The study looks at both historical emissions (1880-2010) and recent emissions (1980-2010) linked to the 90 carbon producers.

According to the study, the period from 1980 onwards is key because at this point in time investor-owned fossil fuel companies “should have reasonably been expected to respond to evidence of the climate risks of their products”.

Carbon producers have so far avoided taking responsibility for greenhouse gas emissions from their products.

The new study suggests how apportioning responsibility could work. It reads: “The proportional increase in atmospheric carbon dioxide, GMST, and GSL—key indicators of human impact on the global environment—from emissions traced to major carbon producers is quantifiable and substantial”.

One such measure is that the combustion of fossil fuel products from the top 20 investor and state-owned companies from 1980 to 2010 contributed approximately 16.6% of the historic global mean surface temperature rise over this period.

People settle into an emergency shelter at the Convention Center in Houston, Texas during Hurricane Harvey. Photo: Mannie Garcia / Greenpeace.

Legal action

There are already a number of legal actions involving fossil fuel companies where this new study could be used as evidence.

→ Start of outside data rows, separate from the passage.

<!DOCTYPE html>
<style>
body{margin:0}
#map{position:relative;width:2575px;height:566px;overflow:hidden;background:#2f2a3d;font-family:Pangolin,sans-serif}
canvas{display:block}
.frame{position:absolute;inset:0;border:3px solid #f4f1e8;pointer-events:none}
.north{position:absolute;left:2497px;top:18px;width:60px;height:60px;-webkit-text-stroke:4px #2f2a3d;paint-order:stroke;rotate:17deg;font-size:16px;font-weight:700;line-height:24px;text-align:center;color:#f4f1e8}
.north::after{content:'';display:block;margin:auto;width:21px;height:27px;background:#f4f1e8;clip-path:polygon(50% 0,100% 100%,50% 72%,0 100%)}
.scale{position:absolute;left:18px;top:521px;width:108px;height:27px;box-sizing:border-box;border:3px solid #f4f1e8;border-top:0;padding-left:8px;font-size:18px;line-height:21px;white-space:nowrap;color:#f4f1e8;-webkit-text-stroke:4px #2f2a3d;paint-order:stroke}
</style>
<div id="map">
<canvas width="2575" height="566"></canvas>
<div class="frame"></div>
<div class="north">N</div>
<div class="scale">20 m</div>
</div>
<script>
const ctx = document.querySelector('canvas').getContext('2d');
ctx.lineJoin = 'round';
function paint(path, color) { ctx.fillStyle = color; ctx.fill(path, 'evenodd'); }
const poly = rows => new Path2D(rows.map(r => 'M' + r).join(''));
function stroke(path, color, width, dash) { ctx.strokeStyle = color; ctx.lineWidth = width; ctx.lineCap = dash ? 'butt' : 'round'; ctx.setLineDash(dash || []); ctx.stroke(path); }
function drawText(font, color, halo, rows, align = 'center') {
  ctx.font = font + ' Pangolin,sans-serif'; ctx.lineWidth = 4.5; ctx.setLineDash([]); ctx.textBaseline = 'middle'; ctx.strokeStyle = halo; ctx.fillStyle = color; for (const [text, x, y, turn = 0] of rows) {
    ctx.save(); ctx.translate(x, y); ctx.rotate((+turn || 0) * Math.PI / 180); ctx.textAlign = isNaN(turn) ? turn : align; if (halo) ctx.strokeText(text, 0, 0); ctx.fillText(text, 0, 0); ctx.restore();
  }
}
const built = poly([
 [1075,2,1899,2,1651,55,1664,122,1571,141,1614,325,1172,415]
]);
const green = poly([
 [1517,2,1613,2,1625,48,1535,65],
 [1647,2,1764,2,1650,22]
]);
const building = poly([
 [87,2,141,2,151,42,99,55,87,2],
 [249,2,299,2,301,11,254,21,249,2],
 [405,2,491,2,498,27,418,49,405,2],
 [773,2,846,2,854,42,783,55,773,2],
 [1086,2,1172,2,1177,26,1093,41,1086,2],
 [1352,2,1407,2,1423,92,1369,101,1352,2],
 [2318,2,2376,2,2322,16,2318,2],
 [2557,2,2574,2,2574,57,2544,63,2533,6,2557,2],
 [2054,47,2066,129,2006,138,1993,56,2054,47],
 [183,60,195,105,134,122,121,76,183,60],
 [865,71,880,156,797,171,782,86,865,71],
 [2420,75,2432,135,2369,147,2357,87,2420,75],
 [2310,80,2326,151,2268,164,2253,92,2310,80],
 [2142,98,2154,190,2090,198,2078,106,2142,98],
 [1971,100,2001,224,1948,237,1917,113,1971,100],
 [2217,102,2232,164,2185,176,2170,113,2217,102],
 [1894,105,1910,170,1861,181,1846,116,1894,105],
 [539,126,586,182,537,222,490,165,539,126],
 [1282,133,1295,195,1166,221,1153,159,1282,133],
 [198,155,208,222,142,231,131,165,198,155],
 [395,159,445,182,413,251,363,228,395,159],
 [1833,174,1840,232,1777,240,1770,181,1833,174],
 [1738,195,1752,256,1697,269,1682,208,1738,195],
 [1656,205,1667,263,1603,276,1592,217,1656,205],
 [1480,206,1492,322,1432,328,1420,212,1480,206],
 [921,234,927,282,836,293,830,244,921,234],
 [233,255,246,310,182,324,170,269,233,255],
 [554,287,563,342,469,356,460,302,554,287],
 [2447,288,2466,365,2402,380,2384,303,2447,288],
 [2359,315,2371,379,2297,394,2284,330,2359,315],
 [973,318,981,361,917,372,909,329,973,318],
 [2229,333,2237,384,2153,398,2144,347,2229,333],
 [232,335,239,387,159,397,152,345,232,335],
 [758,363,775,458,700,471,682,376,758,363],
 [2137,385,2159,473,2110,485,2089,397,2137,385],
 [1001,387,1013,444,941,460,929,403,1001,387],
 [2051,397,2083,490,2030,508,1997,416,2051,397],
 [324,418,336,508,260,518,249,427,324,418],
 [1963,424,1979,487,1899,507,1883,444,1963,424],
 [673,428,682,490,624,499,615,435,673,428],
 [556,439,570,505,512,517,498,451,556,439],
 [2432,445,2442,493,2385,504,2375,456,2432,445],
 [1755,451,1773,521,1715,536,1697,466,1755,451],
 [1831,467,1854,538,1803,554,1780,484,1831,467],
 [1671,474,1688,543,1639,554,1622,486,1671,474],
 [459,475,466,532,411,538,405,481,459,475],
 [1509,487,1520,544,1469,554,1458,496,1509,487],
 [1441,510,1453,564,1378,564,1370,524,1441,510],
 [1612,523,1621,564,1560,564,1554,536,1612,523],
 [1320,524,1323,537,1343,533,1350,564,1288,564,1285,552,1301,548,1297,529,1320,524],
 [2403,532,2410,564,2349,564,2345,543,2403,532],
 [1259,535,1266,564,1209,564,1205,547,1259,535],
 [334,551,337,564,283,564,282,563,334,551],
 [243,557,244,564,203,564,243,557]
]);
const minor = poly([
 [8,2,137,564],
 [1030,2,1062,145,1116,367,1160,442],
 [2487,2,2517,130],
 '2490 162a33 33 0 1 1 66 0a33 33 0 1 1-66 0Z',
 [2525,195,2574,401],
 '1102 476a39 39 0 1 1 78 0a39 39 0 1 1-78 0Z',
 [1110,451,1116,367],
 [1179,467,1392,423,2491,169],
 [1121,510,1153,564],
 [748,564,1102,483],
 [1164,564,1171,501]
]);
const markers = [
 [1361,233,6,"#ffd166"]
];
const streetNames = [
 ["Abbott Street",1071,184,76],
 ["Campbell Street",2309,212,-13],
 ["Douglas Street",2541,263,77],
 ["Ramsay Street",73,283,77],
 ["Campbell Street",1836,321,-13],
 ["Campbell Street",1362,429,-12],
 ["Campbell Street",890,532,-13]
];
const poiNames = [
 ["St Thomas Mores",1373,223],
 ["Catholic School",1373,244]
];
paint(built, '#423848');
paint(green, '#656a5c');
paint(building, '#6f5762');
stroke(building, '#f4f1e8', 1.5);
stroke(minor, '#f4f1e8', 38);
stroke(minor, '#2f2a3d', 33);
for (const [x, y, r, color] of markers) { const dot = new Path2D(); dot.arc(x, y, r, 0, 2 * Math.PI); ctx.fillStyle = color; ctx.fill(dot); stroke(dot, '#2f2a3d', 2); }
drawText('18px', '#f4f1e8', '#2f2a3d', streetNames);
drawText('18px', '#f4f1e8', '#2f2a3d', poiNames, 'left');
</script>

Filipino disaster survivors and other individuals, along with 11 NGOs including Greenpeace Southeast Asia-Philippines, triggered a first-ever national investigation into the responsibility of fossil fuel companies for human rights impacts resulting from climate change.

Two California counties and a city have filed lawsuits against fossil fuel companies demanding compensation for the current and future costs of adapting to climate-induced sea level rise.

A Peruvian farmer has sued a fossil producer and utility – RWE – in Germany. He is asking for RWE to pay its share – based on the company’s contribution of greenhouse gases – of the costs to prevent further harm to his property from glacial flooding. On December 2016, a district court dismissed the case. The decision has been appealed.

There may be more legal actions on the horizon. In Canada, the District of Highlands and the District of Saanich sent letters demanding 20 of the world’s largest fossil fuel companies pay their share of infrastructure costs caused by climate change impacts. These letters could inspire other municipalities in Canada and elsewhere to make similar demands.

The communities being hit the hardest by climate change are now demanding accountability from both corporations and governments. Impacted people and communities are refusing to be sacrificed to a warming climate.

The UCS-led study paves the way for holding companies liable for climate impacts, but governments share some of the responsibility and should not be considered off the hook.

Leading climate law experts recently published an article arguing that governments and businesses “may be increasingly at risk of litigation for failing to prevent foreseeable climate-related harm to people and infrastructure.”

With climate-related impacts already taking a massive toll and the continued lack of ambitious corporate and government action to protect communities from climate change, people will increasingly resort to the courts.

Kristin Casper is the litigation counsel for the global climate justice and liability project at Greenpeace Canada.